Start of DATA LISTING

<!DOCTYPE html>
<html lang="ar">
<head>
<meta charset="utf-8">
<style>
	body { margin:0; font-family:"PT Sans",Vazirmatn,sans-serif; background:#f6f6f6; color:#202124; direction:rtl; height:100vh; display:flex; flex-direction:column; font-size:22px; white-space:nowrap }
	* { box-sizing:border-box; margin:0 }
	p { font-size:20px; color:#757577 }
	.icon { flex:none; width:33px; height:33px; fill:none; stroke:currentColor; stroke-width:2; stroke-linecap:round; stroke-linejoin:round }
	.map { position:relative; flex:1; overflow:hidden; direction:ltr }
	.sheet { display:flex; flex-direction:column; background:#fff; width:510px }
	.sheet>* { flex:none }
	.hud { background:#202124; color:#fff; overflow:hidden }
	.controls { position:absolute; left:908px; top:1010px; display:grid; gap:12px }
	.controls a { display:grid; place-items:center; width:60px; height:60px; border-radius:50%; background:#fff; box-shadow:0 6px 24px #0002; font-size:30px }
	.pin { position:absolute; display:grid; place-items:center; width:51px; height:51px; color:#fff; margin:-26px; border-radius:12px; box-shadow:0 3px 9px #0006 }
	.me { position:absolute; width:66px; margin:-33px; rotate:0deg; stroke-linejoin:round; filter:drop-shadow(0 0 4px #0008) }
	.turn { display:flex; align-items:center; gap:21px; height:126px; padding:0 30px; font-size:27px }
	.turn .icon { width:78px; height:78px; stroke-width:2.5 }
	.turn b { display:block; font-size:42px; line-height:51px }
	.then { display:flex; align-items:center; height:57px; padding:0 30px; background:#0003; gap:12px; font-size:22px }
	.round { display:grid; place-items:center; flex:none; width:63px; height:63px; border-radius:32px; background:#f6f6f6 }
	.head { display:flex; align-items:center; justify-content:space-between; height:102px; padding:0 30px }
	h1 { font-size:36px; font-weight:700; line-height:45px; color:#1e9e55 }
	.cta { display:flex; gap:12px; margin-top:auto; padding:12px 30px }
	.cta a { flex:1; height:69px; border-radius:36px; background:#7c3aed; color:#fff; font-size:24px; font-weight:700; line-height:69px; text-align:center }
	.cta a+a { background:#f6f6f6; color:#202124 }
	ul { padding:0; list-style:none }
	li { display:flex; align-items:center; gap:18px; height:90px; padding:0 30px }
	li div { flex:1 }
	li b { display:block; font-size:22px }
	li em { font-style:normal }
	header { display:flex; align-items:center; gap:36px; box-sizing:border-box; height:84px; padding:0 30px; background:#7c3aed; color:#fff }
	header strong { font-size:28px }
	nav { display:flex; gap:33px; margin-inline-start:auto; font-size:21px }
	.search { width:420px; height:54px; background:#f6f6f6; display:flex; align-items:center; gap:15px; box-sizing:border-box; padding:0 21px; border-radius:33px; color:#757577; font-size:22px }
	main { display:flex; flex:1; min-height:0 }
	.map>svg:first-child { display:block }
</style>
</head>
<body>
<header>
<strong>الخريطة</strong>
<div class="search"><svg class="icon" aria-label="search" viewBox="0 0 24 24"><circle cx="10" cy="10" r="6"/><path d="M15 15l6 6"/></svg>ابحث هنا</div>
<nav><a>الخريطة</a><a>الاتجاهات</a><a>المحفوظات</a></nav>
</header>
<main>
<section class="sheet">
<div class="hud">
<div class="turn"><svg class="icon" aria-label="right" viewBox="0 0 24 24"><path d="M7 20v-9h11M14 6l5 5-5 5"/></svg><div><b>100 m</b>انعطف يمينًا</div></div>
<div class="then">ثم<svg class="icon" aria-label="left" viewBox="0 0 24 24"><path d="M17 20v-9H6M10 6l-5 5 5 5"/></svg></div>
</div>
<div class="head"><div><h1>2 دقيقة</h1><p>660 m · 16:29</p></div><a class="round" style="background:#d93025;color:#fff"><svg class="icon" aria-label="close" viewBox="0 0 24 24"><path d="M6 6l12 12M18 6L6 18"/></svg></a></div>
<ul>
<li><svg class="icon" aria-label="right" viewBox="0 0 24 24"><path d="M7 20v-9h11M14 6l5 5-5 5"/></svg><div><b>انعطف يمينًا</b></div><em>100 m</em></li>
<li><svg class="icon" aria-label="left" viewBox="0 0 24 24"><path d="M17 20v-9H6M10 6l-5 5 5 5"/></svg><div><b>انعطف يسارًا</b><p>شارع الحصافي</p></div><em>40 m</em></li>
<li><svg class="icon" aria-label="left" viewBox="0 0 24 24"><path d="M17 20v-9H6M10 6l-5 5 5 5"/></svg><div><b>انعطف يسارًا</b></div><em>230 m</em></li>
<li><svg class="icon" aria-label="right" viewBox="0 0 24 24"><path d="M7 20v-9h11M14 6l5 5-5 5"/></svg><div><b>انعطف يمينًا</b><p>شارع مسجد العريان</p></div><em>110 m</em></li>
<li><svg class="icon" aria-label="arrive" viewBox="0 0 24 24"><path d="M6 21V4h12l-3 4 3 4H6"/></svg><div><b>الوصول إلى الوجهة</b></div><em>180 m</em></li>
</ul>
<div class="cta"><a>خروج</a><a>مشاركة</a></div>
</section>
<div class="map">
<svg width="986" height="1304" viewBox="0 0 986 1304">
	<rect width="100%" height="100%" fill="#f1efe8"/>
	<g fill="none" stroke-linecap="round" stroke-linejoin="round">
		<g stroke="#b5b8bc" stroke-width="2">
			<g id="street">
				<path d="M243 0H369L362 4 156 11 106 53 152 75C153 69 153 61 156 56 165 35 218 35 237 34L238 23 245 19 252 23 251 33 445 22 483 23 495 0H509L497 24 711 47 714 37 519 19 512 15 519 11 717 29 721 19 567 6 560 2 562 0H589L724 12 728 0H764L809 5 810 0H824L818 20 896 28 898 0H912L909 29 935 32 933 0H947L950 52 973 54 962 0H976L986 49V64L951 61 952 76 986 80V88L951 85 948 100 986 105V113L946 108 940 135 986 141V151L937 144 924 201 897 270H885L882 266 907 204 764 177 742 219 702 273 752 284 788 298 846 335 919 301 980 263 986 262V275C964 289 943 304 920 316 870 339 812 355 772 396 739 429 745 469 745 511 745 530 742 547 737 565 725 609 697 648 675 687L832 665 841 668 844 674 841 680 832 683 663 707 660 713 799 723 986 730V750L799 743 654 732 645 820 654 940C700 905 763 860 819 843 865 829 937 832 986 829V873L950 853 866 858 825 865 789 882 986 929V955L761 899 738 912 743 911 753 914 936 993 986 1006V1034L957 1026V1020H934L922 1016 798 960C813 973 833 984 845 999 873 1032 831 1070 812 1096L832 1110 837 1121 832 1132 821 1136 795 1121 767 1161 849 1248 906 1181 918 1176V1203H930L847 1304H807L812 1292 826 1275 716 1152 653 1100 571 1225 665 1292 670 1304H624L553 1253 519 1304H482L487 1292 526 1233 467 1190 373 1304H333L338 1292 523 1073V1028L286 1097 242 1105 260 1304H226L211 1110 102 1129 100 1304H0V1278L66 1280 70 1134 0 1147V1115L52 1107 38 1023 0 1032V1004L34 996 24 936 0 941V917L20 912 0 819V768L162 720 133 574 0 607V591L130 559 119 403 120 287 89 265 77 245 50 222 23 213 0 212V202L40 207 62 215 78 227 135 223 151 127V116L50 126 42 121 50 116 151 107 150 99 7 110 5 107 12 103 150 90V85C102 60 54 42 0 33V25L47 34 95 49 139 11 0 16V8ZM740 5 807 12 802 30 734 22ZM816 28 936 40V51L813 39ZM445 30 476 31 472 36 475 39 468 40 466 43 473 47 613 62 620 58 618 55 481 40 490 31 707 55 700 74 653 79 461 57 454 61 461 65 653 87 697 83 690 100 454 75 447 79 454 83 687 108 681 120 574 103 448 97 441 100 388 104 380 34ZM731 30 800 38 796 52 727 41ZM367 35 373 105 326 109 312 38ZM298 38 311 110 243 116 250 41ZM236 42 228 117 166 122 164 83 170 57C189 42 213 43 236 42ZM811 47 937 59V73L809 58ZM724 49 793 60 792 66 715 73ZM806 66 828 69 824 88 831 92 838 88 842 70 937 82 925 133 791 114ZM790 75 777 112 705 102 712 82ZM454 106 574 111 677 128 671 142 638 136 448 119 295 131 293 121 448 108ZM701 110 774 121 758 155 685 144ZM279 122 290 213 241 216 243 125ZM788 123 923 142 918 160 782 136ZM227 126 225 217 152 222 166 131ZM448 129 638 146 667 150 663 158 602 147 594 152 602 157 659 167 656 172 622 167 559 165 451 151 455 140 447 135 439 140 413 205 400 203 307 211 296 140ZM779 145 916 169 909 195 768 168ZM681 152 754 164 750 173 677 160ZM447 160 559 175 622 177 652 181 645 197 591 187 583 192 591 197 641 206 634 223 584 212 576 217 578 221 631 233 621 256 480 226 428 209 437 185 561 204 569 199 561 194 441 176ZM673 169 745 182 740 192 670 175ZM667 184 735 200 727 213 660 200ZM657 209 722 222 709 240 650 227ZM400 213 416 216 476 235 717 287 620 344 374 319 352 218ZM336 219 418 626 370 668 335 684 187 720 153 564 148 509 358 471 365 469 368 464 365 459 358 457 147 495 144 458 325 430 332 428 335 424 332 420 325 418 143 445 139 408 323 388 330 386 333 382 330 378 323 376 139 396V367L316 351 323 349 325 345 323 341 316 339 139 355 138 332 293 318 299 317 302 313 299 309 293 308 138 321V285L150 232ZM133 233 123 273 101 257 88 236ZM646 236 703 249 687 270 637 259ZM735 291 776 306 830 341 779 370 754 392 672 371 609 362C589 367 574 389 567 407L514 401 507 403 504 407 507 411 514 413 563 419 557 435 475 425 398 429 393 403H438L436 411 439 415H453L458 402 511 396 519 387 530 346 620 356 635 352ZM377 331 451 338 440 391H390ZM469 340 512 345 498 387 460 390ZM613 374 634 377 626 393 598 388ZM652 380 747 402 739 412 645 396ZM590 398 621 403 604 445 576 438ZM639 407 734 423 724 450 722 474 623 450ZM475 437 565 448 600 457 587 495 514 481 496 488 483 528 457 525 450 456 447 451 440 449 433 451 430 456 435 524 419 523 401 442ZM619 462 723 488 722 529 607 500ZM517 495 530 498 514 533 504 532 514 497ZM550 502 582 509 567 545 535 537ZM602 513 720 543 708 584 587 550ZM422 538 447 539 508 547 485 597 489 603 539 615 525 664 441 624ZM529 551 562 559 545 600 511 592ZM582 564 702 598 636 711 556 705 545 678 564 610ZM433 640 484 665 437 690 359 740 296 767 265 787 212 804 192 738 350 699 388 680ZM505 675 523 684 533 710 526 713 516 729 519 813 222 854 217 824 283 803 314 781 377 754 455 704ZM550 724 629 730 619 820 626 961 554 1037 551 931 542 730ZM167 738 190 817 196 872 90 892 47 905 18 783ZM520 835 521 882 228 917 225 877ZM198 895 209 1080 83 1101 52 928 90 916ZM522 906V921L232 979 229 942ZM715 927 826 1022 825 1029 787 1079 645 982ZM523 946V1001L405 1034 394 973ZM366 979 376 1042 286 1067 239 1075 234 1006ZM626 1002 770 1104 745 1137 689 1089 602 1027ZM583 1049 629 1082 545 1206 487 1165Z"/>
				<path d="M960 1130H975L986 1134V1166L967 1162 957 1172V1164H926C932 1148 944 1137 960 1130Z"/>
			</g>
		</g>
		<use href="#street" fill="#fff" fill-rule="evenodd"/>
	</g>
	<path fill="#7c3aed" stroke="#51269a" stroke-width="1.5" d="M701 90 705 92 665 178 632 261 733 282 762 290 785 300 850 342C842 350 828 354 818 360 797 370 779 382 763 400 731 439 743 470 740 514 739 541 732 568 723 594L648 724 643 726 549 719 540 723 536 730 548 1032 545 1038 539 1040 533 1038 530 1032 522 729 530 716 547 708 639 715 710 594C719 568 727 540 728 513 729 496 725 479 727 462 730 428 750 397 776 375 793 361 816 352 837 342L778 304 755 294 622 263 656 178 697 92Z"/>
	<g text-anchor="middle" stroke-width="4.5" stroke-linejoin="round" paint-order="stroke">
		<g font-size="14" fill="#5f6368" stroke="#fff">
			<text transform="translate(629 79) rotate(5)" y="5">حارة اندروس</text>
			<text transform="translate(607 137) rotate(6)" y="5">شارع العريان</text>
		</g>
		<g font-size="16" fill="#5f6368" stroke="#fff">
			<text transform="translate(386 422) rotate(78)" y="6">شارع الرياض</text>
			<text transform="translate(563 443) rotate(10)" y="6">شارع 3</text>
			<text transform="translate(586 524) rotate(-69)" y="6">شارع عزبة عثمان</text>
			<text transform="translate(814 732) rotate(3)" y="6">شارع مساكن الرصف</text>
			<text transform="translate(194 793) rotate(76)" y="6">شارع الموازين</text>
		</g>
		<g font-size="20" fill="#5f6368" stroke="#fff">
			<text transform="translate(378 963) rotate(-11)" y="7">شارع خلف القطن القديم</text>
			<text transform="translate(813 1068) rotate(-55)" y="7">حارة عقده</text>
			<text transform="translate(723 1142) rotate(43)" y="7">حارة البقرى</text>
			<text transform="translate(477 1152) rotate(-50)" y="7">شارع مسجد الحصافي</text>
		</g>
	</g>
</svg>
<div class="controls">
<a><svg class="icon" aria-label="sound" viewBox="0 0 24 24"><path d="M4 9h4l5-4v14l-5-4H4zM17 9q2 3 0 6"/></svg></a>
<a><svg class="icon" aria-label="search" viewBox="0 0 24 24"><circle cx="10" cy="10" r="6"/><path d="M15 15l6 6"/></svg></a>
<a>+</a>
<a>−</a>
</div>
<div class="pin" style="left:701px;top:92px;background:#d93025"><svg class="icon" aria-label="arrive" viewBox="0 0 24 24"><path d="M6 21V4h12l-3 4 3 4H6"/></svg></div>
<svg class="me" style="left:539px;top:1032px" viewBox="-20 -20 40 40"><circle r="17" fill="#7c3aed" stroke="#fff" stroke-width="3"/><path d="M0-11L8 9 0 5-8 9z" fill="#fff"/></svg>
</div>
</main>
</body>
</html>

End of DATA LISTING

**WHAT IS REQUIRED:**
Of the entries above, transcribe exactly those lines that fall between the line containing "position:absolute; display:grid; place-items:center;" and the line containing "display:flex; align-items:center; gap:21px;", together with those two lines.

**RESULT OF THE EXERCISE:**
	.pin { position:absolute; display:grid; place-items:center; width:51px; height:51px; color:#fff; margin:-26px; border-radius:12px; box-shadow:0 3px 9px #0006 }
	.me { position:absolute; width:66px; margin:-33px; rotate:0deg; stroke-linejoin:round; filter:drop-shadow(0 0 4px #0008) }
	.turn { display:flex; align-items:center; gap:21px; height:126px; padding:0 30px; font-size:27px }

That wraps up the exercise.